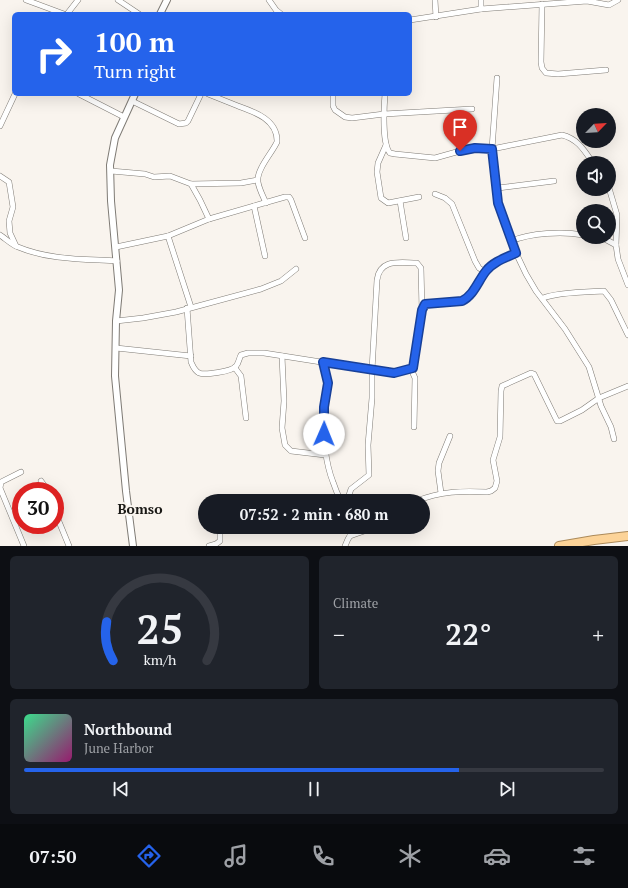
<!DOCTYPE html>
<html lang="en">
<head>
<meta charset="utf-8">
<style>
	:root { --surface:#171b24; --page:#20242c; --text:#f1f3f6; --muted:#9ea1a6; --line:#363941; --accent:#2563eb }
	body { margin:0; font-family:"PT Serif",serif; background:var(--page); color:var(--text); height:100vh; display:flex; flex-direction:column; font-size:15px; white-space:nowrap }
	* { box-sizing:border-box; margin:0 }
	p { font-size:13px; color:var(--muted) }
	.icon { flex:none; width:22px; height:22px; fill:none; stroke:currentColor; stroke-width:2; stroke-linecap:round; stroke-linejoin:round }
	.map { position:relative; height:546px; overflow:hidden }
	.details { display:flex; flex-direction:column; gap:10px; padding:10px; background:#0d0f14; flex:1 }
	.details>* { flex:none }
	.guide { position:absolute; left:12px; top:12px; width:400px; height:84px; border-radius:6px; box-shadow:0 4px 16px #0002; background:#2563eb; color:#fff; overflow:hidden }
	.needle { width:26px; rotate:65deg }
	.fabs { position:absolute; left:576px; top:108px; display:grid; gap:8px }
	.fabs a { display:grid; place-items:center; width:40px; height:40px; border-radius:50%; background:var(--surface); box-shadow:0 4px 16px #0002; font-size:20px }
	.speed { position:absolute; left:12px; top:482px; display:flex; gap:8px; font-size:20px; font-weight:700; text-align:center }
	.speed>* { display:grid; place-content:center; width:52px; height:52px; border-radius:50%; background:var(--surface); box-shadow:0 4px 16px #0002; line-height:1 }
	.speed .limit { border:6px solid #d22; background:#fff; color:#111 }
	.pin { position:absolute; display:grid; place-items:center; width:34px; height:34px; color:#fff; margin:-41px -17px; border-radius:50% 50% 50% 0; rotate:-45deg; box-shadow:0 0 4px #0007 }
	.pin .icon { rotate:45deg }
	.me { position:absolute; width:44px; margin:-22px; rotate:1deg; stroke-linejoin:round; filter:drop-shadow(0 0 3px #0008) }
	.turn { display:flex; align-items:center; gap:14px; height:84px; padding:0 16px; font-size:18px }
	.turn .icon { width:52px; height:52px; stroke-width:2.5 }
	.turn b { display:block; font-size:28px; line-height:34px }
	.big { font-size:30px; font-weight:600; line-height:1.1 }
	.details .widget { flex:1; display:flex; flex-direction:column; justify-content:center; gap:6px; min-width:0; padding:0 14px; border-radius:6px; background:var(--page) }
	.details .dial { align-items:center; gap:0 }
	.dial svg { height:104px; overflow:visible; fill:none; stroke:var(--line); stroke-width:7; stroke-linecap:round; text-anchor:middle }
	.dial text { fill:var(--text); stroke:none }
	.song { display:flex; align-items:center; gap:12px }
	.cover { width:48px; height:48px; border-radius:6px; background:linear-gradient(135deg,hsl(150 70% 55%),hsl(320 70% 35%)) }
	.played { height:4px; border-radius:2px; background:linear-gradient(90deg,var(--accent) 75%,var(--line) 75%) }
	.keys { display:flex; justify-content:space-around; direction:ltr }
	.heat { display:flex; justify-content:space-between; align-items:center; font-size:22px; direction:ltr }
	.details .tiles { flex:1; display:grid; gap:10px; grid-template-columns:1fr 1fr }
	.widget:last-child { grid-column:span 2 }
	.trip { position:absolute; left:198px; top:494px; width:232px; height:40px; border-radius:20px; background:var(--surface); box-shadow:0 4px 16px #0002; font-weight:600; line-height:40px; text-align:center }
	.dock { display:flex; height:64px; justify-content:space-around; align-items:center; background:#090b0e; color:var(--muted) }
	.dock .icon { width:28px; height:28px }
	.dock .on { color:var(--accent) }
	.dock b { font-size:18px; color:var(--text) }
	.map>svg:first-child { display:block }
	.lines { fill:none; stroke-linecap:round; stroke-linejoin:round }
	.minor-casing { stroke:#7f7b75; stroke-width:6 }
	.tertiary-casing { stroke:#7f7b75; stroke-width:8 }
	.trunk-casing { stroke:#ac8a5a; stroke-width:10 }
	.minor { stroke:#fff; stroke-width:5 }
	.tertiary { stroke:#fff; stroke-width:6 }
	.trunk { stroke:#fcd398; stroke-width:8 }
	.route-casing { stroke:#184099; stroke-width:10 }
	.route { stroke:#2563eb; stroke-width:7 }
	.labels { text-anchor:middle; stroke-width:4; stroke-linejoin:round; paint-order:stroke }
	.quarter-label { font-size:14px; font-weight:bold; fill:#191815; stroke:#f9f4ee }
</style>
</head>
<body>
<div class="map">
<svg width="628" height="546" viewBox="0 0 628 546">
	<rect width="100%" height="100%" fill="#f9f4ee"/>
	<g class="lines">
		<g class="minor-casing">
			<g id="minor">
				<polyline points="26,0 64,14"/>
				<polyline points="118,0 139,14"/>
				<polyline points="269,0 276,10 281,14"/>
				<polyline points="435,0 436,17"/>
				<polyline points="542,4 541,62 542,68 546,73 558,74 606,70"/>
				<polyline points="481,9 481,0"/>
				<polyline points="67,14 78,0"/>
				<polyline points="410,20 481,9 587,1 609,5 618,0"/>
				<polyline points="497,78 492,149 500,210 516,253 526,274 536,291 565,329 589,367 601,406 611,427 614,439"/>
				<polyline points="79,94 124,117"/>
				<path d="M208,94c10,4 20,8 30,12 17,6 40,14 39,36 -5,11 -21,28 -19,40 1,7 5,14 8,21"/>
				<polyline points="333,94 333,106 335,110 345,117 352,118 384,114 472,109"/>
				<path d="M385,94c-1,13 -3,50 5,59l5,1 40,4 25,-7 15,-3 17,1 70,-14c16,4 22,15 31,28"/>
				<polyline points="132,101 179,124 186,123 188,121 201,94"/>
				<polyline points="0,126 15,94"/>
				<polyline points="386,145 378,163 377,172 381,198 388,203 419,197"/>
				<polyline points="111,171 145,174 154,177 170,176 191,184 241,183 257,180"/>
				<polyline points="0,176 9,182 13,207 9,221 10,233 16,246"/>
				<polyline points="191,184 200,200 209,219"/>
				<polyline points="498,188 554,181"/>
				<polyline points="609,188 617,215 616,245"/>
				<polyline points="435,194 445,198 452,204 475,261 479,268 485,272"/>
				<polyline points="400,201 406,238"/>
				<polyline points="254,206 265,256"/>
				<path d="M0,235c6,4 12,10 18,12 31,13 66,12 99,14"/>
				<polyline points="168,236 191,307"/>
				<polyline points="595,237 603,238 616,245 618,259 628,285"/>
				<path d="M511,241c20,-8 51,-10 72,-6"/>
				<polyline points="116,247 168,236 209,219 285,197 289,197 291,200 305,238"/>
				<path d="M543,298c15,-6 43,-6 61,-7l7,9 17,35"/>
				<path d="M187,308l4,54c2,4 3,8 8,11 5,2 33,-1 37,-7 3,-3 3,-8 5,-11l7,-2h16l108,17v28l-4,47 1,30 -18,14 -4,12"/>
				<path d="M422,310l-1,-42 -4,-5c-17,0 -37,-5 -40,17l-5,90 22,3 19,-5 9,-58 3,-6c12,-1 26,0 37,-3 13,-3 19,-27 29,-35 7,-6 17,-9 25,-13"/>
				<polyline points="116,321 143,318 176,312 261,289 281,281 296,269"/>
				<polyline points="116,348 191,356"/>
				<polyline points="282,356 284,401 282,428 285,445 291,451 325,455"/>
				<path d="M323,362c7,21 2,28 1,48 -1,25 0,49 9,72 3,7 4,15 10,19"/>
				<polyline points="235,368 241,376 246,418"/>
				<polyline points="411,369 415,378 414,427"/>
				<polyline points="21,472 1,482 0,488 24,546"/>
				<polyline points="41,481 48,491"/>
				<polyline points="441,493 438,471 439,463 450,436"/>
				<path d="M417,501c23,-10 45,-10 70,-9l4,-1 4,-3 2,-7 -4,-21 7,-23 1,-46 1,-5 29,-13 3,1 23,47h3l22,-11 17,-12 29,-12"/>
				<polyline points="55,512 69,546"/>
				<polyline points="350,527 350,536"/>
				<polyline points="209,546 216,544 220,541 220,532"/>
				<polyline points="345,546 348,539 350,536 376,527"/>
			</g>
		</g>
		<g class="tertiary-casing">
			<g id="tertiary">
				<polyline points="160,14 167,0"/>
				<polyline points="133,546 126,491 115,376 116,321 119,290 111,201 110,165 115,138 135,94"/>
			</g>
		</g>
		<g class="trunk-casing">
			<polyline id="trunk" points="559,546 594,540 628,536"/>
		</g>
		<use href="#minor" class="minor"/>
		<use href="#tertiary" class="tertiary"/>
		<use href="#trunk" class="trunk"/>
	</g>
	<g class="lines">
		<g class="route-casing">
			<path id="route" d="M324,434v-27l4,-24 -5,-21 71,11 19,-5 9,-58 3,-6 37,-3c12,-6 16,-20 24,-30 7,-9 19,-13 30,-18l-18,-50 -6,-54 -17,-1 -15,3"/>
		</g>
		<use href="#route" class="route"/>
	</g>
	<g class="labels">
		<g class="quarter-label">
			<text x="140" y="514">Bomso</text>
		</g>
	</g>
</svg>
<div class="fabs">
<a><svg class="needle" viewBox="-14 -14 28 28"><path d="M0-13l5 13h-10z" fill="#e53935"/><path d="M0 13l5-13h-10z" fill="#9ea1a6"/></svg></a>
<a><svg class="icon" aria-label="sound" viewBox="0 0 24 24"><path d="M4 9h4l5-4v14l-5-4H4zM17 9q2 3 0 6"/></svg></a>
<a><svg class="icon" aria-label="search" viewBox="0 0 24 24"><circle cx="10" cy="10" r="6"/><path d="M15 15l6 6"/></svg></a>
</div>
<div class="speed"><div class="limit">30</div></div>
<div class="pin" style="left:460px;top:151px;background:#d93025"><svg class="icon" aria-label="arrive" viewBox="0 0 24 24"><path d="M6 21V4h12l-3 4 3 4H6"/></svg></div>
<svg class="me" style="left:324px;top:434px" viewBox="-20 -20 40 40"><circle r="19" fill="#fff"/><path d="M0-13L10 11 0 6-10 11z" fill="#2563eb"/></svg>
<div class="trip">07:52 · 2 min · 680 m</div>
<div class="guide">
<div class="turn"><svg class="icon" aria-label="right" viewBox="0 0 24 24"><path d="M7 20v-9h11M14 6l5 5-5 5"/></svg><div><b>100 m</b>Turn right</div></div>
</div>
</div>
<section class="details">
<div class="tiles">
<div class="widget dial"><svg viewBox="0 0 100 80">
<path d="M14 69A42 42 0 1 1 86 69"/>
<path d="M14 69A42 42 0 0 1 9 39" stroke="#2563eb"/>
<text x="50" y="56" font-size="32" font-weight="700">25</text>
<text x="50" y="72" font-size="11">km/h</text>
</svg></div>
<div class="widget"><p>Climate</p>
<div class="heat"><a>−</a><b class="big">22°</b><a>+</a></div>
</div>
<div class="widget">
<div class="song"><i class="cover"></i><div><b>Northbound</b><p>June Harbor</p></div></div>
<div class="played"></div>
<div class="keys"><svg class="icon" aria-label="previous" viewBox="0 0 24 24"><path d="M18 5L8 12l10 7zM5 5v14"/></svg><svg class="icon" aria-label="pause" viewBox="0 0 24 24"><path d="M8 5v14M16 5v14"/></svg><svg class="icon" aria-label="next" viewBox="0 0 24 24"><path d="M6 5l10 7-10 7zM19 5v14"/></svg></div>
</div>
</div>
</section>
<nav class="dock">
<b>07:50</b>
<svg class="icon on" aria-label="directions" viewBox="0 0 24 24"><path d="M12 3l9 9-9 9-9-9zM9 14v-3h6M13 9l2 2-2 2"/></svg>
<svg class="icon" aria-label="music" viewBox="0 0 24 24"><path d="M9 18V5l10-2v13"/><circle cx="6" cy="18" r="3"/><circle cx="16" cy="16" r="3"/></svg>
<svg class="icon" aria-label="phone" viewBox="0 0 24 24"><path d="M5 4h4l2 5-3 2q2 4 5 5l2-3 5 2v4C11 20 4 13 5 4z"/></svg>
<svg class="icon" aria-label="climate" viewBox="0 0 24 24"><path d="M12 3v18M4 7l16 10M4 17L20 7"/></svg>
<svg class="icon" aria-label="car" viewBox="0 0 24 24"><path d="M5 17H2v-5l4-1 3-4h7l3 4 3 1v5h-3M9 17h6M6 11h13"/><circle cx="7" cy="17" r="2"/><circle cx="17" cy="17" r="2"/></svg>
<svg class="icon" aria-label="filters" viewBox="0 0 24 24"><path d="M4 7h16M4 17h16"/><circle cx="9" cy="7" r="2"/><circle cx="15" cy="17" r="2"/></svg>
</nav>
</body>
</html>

——————————

What you are asked to do:
Read the data above. Pull out each line in which the string "guide" appears.

Exercise answer:
	.guide { position:absolute; left:12px; top:12px; width:400px; height:84px; border-radius:6px; box-shadow:0 4px 16px #0002; background:#2563eb; color:#fff; overflow:hidden }
<div class="guide">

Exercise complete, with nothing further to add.